2 files here are statically compiled versions of GNU bash, version
4.2.37(1)-release from debian wheezy. (package version
4.2+dfsg-0.1+deb7u3).  There is also a tarball of the up-stream bash
source with post-release patch up to and including patch 27 if you
wish to compile bash from source.


They are patched to avoid:

http://web.nvd.nist.gov/view/vuln/detail?vulnId=CVE-2014-6271
http://web.nvd.nist.gov/view/vuln/detail?vulnId=CVE-2014-7169
https://access.redhat.com/security/cve/CVE-2014-7186
https://access.redhat.com/security/cve/CVE-2014-7187

You should update your system with security patches provided by your
own distro.  In the event that you are using an obsolete or
infrequently updated distro, it is relatively safe to replace your
system's version of bash with these files since they are statically
compiled.  They should run on any computer of the appropriate
architecture.  (Caveat: the i386 version won't really run on an i386,
it should run on an i686 or newer CPU, your mileage may very on
anything in between i386 and i686) You will only have trouble if you
have shell scripts around that depend on implementation quirks
(e.g. bugs) in specific versions of bash.

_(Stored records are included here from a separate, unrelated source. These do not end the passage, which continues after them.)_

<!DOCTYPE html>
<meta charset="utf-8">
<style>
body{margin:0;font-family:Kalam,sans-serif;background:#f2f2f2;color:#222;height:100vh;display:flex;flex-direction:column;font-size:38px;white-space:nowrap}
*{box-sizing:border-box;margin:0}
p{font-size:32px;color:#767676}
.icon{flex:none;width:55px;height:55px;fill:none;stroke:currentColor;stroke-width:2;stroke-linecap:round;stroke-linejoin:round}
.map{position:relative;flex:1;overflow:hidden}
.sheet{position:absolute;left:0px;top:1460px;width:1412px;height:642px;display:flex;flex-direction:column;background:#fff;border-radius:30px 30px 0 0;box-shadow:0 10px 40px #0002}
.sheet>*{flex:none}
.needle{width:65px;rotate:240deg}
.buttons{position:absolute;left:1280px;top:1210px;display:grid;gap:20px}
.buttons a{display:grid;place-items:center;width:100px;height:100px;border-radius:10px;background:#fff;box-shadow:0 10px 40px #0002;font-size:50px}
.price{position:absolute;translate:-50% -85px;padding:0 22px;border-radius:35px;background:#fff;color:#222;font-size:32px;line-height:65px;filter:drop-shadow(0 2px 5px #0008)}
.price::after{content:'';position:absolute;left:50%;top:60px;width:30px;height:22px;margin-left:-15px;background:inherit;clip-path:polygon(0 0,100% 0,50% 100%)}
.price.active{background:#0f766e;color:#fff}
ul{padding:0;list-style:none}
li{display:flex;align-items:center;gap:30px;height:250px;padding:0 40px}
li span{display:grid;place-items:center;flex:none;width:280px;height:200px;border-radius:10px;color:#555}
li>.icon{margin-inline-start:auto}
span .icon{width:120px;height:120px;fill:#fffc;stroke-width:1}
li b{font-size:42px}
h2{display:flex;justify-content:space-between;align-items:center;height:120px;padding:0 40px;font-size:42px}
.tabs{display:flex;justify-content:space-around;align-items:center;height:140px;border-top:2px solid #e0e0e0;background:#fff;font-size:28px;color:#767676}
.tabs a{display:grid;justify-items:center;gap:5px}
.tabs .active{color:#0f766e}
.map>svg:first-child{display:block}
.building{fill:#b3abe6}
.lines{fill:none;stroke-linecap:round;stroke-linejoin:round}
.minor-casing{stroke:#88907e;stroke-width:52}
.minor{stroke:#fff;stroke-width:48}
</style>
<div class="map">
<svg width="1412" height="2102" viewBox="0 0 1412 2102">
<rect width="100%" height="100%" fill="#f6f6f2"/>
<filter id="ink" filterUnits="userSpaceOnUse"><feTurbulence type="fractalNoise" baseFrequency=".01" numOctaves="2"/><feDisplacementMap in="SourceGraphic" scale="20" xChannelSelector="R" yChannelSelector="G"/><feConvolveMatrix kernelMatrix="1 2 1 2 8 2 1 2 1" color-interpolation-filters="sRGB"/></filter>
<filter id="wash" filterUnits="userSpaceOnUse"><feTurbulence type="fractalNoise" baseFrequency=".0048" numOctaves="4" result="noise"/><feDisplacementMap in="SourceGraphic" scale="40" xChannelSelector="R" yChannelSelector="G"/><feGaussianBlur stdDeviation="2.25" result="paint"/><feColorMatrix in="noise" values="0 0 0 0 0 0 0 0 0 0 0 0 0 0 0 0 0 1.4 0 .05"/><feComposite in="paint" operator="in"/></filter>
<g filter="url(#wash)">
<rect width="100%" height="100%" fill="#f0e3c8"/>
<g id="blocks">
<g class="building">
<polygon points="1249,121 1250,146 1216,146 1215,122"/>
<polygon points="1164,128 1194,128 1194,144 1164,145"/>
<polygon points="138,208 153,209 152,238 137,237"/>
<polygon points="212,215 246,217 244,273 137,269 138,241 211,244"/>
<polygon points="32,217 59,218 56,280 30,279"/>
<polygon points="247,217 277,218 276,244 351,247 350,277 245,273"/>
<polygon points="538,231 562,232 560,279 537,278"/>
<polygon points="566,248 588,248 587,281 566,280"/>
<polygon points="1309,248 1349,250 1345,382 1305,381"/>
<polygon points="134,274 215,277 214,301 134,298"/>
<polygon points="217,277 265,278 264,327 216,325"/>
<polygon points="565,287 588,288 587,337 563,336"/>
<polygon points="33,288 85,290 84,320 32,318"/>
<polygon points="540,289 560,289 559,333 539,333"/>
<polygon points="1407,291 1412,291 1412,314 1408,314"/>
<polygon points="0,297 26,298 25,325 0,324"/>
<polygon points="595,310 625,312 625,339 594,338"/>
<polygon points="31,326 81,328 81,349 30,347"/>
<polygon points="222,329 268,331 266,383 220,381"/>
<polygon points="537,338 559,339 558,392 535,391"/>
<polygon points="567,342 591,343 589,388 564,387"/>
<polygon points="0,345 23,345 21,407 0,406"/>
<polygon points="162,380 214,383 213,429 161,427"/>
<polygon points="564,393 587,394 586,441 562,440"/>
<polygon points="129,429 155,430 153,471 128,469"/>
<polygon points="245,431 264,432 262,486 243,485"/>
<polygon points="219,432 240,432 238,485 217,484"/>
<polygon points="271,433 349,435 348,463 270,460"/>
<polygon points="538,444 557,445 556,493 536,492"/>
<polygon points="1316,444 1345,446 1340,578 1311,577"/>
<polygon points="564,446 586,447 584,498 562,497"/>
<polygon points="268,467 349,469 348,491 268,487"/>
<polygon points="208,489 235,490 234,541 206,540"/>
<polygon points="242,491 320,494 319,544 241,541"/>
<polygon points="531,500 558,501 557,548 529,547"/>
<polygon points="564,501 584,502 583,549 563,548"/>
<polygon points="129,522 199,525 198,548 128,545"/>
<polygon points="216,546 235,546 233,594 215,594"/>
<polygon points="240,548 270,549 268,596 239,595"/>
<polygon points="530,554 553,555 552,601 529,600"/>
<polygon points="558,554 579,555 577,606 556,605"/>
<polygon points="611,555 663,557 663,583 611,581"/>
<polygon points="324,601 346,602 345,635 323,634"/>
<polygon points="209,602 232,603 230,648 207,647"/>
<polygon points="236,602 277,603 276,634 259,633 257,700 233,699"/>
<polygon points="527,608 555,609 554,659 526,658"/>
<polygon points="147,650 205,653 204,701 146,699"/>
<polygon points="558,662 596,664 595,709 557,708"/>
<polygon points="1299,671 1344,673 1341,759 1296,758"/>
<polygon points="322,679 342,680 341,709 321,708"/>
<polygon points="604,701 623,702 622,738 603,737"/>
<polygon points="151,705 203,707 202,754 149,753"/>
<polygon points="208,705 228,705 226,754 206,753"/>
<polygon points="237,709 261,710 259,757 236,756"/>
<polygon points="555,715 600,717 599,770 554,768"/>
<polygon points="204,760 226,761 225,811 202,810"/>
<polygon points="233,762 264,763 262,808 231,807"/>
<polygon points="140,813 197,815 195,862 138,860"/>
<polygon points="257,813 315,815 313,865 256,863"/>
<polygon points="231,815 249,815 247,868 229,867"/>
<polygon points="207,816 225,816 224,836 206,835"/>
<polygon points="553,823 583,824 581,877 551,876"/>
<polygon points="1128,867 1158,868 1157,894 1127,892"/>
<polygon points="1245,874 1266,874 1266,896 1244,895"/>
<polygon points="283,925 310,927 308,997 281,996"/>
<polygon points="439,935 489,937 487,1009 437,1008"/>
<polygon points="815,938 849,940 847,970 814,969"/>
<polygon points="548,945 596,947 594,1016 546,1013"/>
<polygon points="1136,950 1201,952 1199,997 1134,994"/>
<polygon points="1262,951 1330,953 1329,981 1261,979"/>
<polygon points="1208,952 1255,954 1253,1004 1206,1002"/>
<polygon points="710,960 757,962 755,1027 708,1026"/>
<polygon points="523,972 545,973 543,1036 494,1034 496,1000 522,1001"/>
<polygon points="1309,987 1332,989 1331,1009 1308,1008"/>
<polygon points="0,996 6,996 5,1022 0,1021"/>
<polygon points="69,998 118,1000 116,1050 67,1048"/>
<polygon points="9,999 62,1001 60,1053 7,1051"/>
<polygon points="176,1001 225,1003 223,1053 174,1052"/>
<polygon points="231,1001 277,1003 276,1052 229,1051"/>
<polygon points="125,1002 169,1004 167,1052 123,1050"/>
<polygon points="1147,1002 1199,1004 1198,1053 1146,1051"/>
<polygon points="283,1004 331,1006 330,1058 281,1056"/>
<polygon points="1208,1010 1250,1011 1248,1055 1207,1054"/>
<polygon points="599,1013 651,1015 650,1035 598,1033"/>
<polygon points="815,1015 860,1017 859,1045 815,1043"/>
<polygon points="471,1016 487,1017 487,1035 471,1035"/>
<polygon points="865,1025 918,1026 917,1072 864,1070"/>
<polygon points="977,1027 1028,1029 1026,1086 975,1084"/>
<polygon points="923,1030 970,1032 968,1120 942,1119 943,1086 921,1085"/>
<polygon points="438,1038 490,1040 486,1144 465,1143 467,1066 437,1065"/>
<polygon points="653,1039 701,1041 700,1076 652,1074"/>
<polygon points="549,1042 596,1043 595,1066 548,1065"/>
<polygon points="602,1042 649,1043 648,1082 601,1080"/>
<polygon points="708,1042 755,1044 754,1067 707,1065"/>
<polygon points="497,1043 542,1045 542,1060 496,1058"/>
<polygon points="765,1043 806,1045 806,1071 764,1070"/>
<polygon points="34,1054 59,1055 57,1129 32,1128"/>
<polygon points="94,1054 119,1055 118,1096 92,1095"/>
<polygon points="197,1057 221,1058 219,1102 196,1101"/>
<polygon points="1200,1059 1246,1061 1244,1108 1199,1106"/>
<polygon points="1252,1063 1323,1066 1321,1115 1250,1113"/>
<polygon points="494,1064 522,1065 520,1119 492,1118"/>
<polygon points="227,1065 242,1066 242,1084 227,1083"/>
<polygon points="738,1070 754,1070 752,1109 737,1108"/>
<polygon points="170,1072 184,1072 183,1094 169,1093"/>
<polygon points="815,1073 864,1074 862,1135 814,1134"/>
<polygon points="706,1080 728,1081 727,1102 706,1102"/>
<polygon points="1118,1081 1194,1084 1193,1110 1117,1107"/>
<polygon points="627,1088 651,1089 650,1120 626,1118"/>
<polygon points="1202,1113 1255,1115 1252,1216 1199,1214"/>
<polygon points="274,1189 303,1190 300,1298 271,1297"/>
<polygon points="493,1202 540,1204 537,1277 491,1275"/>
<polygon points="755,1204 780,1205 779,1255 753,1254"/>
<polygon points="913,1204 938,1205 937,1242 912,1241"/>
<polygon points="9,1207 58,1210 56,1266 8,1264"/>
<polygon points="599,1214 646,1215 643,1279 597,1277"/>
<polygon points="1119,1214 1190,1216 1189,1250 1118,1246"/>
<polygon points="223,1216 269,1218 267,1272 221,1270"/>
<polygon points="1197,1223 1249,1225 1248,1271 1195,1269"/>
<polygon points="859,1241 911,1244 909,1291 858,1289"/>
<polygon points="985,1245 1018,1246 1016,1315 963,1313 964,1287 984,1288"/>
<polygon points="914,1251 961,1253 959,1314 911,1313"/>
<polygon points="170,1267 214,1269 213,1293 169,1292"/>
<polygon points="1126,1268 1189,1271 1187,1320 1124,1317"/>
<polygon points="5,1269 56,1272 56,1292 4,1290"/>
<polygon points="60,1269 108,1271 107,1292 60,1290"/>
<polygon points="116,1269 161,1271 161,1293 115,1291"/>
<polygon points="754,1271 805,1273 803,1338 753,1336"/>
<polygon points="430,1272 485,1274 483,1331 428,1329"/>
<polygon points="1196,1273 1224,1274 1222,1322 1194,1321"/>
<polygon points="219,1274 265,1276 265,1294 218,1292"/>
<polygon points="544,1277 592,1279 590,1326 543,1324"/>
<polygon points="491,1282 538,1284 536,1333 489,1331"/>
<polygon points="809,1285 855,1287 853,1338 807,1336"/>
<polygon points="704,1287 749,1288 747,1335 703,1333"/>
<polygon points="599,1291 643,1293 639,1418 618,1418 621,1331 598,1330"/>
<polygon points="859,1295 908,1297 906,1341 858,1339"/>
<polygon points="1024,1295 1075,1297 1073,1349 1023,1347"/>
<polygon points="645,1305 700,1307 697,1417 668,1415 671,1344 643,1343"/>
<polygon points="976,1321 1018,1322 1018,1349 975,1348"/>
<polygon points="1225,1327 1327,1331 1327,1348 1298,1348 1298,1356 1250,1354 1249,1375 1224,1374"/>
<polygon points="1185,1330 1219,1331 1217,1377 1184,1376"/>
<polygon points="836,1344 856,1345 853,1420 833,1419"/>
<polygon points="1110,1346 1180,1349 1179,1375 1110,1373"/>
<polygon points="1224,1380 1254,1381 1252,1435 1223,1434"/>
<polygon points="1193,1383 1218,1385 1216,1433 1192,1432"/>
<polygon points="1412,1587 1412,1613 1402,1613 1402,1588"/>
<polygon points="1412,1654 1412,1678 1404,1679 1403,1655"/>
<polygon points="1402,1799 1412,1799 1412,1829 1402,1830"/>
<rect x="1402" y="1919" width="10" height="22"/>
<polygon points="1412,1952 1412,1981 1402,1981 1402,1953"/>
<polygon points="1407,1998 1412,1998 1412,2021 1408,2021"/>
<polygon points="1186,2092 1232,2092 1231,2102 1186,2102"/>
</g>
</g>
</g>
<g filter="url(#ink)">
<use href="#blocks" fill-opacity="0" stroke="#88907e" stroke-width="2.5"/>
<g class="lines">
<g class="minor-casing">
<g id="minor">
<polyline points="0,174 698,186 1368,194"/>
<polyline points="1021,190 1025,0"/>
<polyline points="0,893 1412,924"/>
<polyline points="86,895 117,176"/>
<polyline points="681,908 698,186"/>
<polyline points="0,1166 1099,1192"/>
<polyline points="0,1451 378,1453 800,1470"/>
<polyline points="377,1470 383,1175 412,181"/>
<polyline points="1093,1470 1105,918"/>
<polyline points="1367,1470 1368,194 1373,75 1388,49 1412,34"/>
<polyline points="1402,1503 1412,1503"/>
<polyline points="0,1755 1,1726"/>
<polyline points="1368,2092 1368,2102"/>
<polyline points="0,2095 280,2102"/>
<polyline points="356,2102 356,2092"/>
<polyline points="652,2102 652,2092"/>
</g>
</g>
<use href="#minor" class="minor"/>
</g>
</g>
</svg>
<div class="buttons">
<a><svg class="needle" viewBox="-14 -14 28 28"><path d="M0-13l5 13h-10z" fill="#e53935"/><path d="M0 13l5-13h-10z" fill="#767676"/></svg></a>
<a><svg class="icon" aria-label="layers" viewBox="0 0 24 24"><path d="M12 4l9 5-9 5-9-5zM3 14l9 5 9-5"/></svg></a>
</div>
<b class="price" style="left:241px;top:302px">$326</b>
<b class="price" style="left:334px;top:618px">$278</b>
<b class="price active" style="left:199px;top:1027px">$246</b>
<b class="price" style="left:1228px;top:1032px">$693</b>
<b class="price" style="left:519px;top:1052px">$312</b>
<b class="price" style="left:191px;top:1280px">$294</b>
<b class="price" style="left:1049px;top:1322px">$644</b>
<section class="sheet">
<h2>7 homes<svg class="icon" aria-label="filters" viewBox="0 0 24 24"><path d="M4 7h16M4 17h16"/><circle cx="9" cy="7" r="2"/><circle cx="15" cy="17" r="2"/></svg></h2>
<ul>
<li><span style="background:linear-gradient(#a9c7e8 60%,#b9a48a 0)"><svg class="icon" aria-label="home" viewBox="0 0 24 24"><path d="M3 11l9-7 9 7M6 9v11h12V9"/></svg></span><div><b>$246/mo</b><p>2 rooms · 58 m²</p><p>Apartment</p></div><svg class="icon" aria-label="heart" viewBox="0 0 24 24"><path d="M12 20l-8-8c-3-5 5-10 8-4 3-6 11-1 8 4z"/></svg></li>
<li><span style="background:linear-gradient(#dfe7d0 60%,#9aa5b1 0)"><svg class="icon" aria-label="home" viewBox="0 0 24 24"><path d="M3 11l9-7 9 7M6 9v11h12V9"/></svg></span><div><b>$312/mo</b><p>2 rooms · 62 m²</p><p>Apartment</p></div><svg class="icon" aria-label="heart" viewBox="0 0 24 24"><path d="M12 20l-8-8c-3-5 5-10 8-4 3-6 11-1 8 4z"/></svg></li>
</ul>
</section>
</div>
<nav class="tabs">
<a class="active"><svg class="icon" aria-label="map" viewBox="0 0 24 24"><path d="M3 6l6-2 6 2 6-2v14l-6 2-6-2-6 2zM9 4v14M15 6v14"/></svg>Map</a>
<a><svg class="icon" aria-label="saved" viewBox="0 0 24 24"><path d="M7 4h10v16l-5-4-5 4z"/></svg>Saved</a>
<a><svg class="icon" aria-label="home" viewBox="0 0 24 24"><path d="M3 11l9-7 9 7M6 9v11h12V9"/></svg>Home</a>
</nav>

If you replace /bin/bash, I recommend doing this way:

sudo cp -a /bin/bash /bin/bash-distro
sudo cp APPROPRIATE_VERSION_OF_BASH /bin/bash-static
sudo chown root:root /bin/bash-static
sudo chmod 755 /bin/bash-static

make sure it runs:

/bin/bash-static --version

mv it into position:

sudo mv /bin/bash-static /bin/bash

now make suse your aren't vulnerable to CVE-2014-7169:

env X='() { (a)=>\' /bin/bash -c "echo date"; cat echo

if the next command prints:

/bin/bash: X: line 1: syntax error near unexpected token `='
/bin/bash: X: line 1: `'
/bin/bash: error importing function definition for `X'
/bin/bash: echo: Permission denied
cat: echo: No such file or directory

then you should be fine, if you see the date printed below the error
lines, like:

/bin/bash: X: line 1: syntax error near unexpected token `='
/bin/bash: X: line 1: `'
/bin/bash: error importing function definition for `X'
Thu Sep 25 18:27:55 CDT 2014

You're still in trouble.  You also have a file named 'echo' you should
remove:

rm echo

I recommend keeping the old version of bash around, just in case.  It
should pose no threat if it will not be called by processes running as
privileged or semi-privelaged users.    If you're really paranoid, you
can render it non-exectuble:

sudo chmod 600 /bin/bash-distro

To check for *just* CVE-2014-6271 you can run:

env x='() { :;}; echo vulnerable' bash -c "echo this is a test"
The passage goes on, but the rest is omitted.